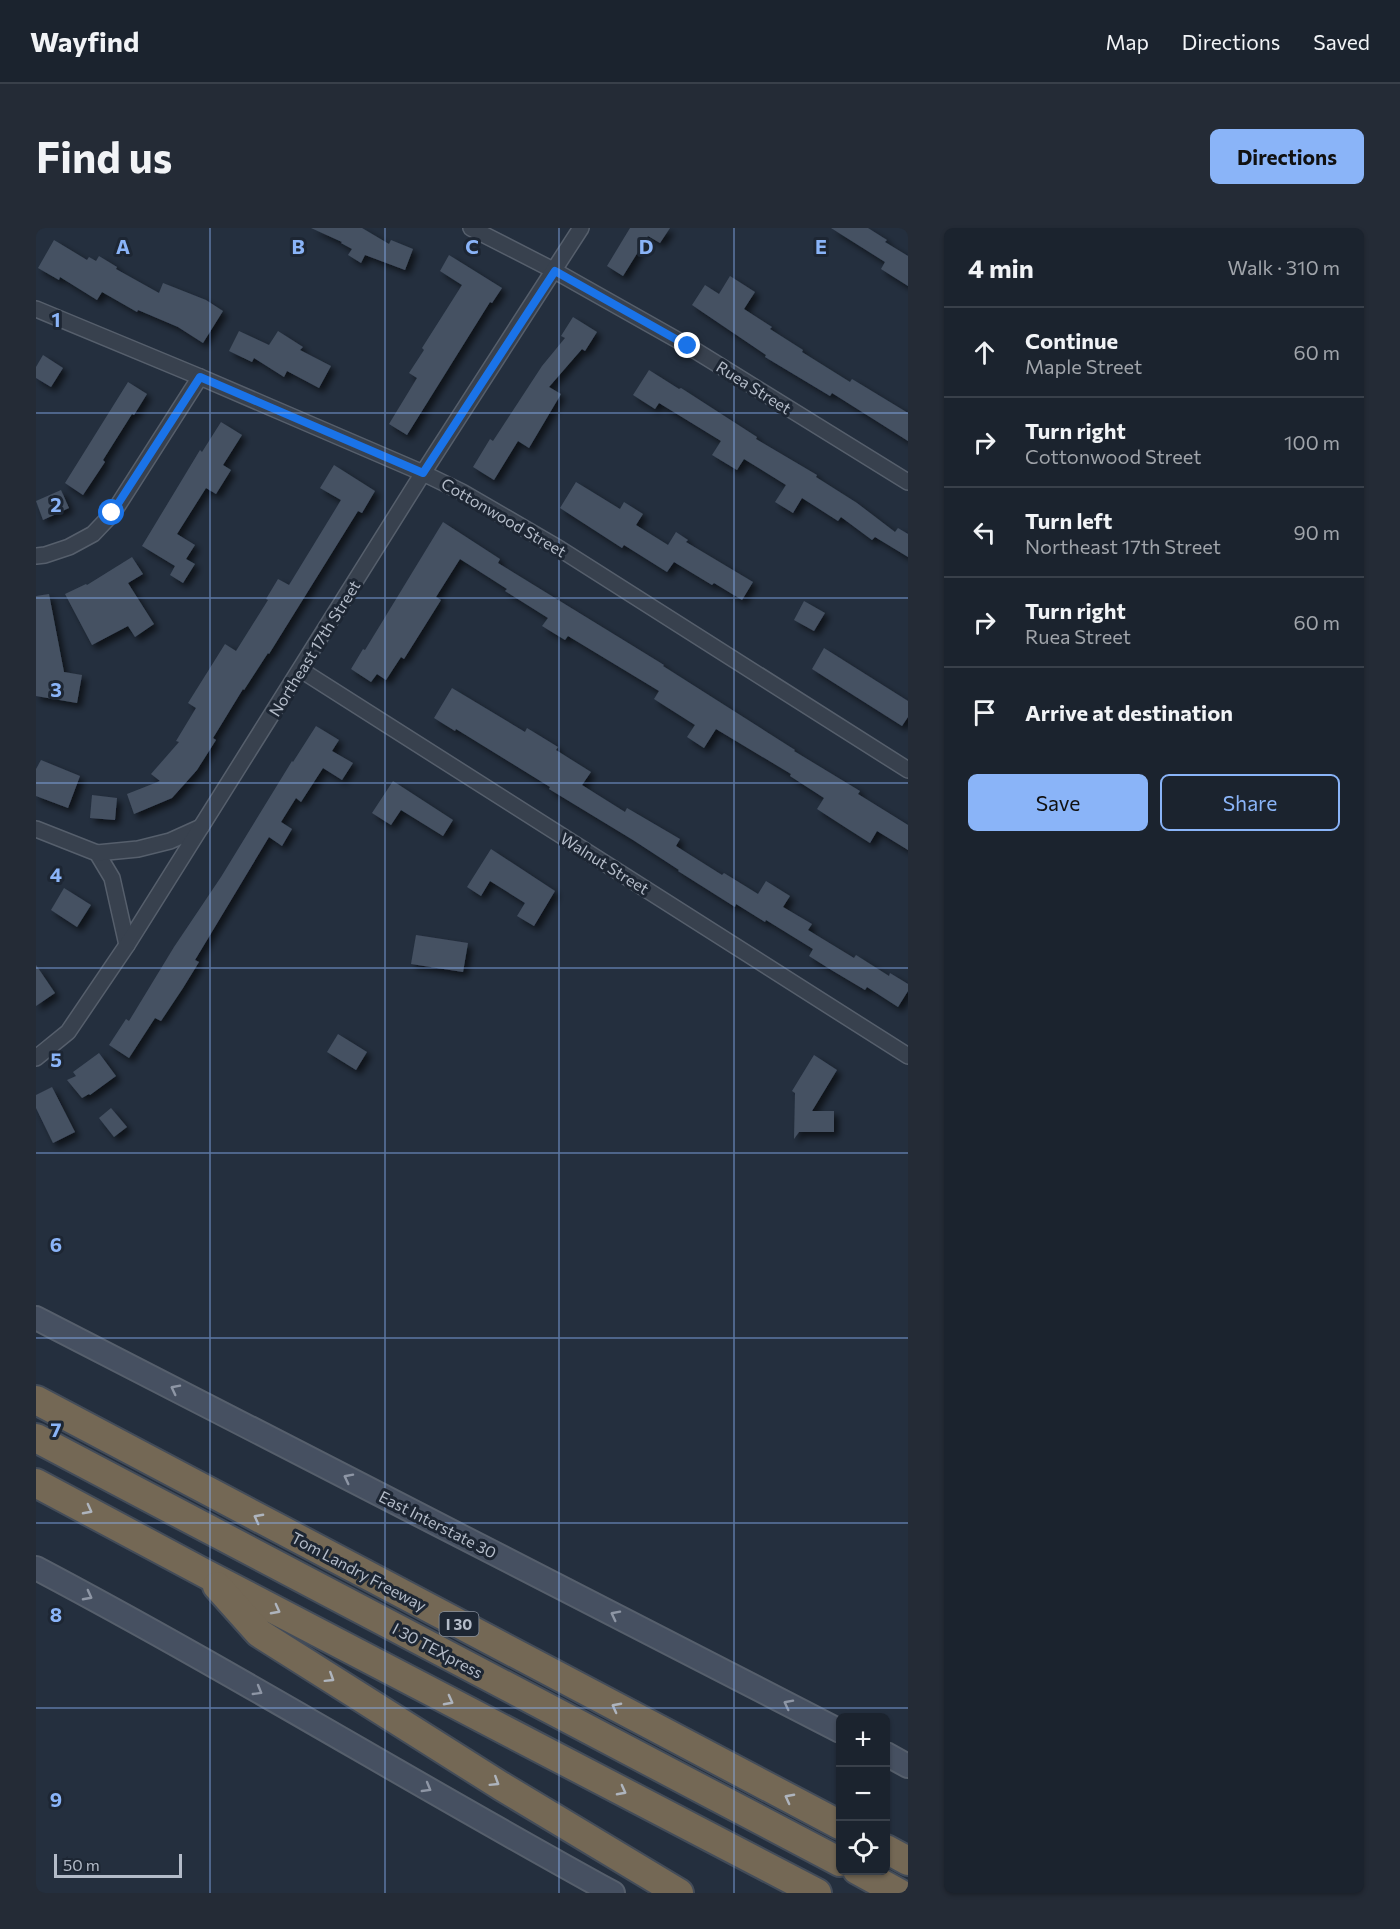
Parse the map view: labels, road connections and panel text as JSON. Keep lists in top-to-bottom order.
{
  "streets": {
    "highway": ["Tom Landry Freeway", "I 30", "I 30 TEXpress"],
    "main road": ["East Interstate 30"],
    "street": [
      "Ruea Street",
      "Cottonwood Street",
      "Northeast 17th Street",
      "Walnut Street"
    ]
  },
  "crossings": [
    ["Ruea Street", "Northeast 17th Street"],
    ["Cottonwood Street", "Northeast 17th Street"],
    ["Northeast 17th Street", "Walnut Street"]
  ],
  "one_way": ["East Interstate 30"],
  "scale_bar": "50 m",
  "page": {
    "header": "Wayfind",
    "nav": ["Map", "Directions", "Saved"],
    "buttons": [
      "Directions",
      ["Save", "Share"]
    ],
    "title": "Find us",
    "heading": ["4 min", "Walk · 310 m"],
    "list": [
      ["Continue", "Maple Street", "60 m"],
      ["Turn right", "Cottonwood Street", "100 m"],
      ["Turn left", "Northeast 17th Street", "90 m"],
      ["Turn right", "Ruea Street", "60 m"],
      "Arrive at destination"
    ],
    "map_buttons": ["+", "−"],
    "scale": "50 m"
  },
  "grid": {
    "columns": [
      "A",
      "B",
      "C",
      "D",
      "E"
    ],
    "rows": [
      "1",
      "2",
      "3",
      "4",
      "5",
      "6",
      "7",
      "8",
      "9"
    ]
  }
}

• Work item
All of the entries need to be retyped word for word, pictures excluded.

• Exercise output
Parse the map view: labels, road connections and panel text as JSON. Keep lists in top-to-bottom order.
{
  "streets": {
    "highway": ["Tom Landry Freeway", "I 30", "I 30 TEXpress"],
    "main road": ["East Interstate 30"],
    "street": [
      "Ruea Street",
      "Cottonwood Street",
      "Northeast 17th Street",
      "Walnut Street"
    ]
  },
  "crossings": [
    ["Ruea Street", "Northeast 17th Street"],
    ["Cottonwood Street", "Northeast 17th Street"],
    ["Northeast 17th Street", "Walnut Street"]
  ],
  "one_way": ["East Interstate 30"],
  "scale_bar": "50 m",
  "page": {
    "header": "Wayfind",
    "nav": ["Map", "Directions", "Saved"],
    "buttons": [
      "Directions",
      ["Save", "Share"]
    ],
    "title": "Find us",
    "heading": ["4 min", "Walk · 310 m"],
    "list": [
      ["Continue", "Maple Street", "60 m"],
      ["Turn right", "Cottonwood Street", "100 m"],
      ["Turn left", "Northeast 17th Street", "90 m"],
      ["Turn right", "Ruea Street", "60 m"],
      "Arrive at destination"
    ],
    "map_buttons": ["+", "−"],
    "scale": "50 m"
  },
  "grid": {
    "columns": [
      "A",
      "B",
      "C",
      "D",
      "E"
    ],
    "rows": [
      "1",
      "2",
      "3",
      "4",
      "5",
      "6",
      "7",
      "8",
      "9"
    ]
  }
}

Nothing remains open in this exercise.